From 1945 to 1991, the United States built the bombs, launched the rockets, and dug the silos that defined the second half of the 20th century. These ten sites — most declassified within the last 30 years — let you visit the hardware in person.

  1. No. 01 · Merritt Island, Florida

    Kennedy Space Center Visitor Complex

    The actual launch pads for Apollo and the Space Shuttle.

    Atlantis up close, a Saturn V on its side, and bus tours to the Vehicle Assembly Building — the largest single-storey building in the world.

    Tip · Time a visit for a SpaceX or NASA launch; viewing tickets sell out instantly but the regular complex is open.

  2. No. 02 · Washington, DC

    National Air and Space Museum

    Smithsonian flagship; Wright Flyer, Spirit of St. Louis, Apollo 11 command module.

    The Milestones of Flight gallery in one room: the most consequential aircraft and spacecraft in human history.

    Tip · Major renovation ongoing through 2026; check which galleries are open. Udvar-Hazy in Virginia holds the Discovery shuttle.

  3. No. 03 · Sahuarita, Arizona

    Titan Missile Museum

    The only preserved Titan II ICBM silo, deactivated in 1984.

    Descend into the launch control room and stand under a real 9-megaton thermonuclear missile in its silo. Sobering and unforgettable.

    Tip · Reserve the Top to Bottom Tour; standard tour skips the silo level.

  4. No. 04 · Wall, South Dakota

    Minuteman Missile National Historic Site

    Cold War launch facility and Delta-09 silo on I-90 in the Badlands.

    The only place in the world you can tour a still-intact Minuteman launch control center and a missile silo at the same site.

    Tip · Free, but launch control facility tours require reservations 90 days ahead; the silo and visitor center are walk-in.

  5. No. 05 · White Sands Missile Range, New Mexico

    Trinity Site

    Ground Zero of the first atomic bomb test, 16 July 1945.

    Open to the public only twice a year (first Saturdays of April and October); a small obelisk marks the actual blast crater.

    Tip · Free; check the Missile Range website for current open-house dates and security requirements.

  6. No. 06 · Los Alamos, New Mexico

    Bradbury Science Museum

    The Manhattan Project's hometown museum, with full-scale replicas of Little Boy and Fat Man.

    Combined with the Manhattan Project National Historical Park (Oppenheimer's office is open by reservation), the best Manhattan Project experience anywhere.

    Tip · Free; combine with Bandelier National Monument 12 miles away.

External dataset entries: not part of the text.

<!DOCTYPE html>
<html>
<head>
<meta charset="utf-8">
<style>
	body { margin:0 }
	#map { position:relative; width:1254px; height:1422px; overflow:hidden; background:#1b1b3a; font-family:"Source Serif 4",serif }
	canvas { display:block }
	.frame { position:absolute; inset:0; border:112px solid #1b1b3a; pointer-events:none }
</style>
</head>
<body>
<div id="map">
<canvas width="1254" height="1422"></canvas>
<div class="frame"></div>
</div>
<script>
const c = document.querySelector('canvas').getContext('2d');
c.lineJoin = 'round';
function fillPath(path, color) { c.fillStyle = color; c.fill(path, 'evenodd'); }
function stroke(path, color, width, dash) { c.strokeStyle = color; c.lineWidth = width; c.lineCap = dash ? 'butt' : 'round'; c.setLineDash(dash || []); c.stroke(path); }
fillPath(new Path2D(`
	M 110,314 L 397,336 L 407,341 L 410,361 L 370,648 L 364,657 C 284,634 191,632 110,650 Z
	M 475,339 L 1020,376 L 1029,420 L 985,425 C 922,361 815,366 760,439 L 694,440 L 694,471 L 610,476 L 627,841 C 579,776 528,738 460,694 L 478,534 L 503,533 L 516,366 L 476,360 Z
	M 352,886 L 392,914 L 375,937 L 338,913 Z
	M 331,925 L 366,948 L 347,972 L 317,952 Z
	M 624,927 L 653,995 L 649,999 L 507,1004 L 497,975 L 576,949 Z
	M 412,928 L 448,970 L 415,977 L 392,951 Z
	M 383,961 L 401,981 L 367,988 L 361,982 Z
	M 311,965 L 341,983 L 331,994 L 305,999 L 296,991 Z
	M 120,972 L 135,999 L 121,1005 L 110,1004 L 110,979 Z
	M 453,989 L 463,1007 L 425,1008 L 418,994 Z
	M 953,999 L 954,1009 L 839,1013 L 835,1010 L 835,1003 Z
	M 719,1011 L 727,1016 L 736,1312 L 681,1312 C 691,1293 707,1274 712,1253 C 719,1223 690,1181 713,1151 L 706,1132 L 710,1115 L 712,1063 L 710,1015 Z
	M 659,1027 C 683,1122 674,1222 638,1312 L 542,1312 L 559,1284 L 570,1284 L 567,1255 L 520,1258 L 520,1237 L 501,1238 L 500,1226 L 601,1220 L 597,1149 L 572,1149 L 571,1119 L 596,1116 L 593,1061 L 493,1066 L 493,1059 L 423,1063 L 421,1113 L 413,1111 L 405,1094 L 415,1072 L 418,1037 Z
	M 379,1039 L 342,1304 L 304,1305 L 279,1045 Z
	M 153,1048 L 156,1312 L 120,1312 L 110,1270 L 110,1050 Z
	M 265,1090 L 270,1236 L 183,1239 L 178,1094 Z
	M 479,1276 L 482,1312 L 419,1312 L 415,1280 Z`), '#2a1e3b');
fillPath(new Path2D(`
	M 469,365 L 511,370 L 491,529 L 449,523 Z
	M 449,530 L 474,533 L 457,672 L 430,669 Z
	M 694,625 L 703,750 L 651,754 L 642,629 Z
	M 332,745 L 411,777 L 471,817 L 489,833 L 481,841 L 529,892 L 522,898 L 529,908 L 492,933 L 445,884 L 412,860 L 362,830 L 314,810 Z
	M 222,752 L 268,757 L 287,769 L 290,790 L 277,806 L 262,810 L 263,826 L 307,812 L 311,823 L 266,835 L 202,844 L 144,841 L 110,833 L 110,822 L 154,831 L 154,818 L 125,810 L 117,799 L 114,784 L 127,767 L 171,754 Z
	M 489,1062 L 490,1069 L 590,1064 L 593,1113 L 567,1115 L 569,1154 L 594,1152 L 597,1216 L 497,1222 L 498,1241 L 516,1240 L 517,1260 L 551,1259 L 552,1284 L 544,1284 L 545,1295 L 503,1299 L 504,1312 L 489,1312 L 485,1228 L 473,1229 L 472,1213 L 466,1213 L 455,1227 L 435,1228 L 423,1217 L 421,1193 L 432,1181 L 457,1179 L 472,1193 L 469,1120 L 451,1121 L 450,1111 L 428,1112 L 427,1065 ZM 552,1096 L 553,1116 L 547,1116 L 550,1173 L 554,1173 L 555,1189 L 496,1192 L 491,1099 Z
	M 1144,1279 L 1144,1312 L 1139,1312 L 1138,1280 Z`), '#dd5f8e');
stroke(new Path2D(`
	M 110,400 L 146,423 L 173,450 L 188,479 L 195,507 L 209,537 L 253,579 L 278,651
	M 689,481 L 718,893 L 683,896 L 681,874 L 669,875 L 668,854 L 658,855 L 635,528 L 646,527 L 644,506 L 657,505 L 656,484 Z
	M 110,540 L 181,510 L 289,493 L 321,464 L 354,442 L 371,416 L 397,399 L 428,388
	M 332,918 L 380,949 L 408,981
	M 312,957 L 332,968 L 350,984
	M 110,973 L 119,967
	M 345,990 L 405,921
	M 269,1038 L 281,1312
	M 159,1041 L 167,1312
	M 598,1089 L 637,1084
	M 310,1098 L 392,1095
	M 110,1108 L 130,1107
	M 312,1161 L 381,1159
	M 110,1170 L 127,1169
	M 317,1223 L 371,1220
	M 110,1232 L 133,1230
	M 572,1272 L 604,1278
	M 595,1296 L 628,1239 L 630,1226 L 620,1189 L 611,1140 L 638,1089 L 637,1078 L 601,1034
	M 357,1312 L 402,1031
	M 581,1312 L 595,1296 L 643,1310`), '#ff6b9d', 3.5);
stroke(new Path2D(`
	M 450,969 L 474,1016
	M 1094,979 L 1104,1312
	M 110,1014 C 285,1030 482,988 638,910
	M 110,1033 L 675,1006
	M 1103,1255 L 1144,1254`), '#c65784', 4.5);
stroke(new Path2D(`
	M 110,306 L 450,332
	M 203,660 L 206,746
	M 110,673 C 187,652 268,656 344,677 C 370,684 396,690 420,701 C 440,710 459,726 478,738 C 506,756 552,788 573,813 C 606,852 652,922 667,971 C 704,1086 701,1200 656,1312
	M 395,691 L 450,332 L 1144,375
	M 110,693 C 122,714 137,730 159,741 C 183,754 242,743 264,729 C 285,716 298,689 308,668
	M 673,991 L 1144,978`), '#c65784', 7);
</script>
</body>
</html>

  7. No. 07 · San Francisco / Alameda, California

    USS Pampanito & USS Hornet

    WWII submarine and Apollo-recovery aircraft carrier, both open for self-guided tours.

    USS Hornet recovered Apollo 11 and Apollo 12 astronauts; the quarantine trailer used by the Apollo 11 crew is preserved on board.

    Tip · Hornet hosts overnight 'Live Aboard' programs — sleep in the original sailors' bunks.

  8. No. 08 · Las Vegas, Nevada

    National Atomic Testing Museum

    Smithsonian-affiliated museum dedicated to the Nevada Test Site.

    Pieces of Bikini Atoll, a Ground Zero theater, and the only public source for declassified Nevada Test Site information.

    Tip · If you can get on a Nevada Test Site tour from here (12 a year, year-long waitlist), do.

  9. No. 09 · White Sulphur Springs, West Virginia

    Greenbrier Bunker

    Secret 112,000-square-foot Congressional fallout shelter, declassified 1992.

    Carved into a mountain beneath the Greenbrier Resort; meant to house all of Congress in case of nuclear war.

    Tip · $50 90-minute tour; no phones, no cameras. Easily combined with a Greenbrier resort stay.

  10. No. 10 · Houston, Texas

    Space Center Houston (Johnson Space Center)

    Mission Control, Saturn V Park, and the actual Apollo 17 command module.

    Tram tour onto the JSC working campus, including Historic Mission Control — restored to its 1969 Apollo 11 condition.

    Tip · Level 9 VIP tour adds astronaut training facility and the Neutral Buoyancy Lab pool — pricey but unmatched.

Florida and Houston cover the human spaceflight story; New Mexico and the Dakotas cover the nuclear one. Two separate week-long trips, not one — they are 1,500 miles apart and tell different halves of the same century.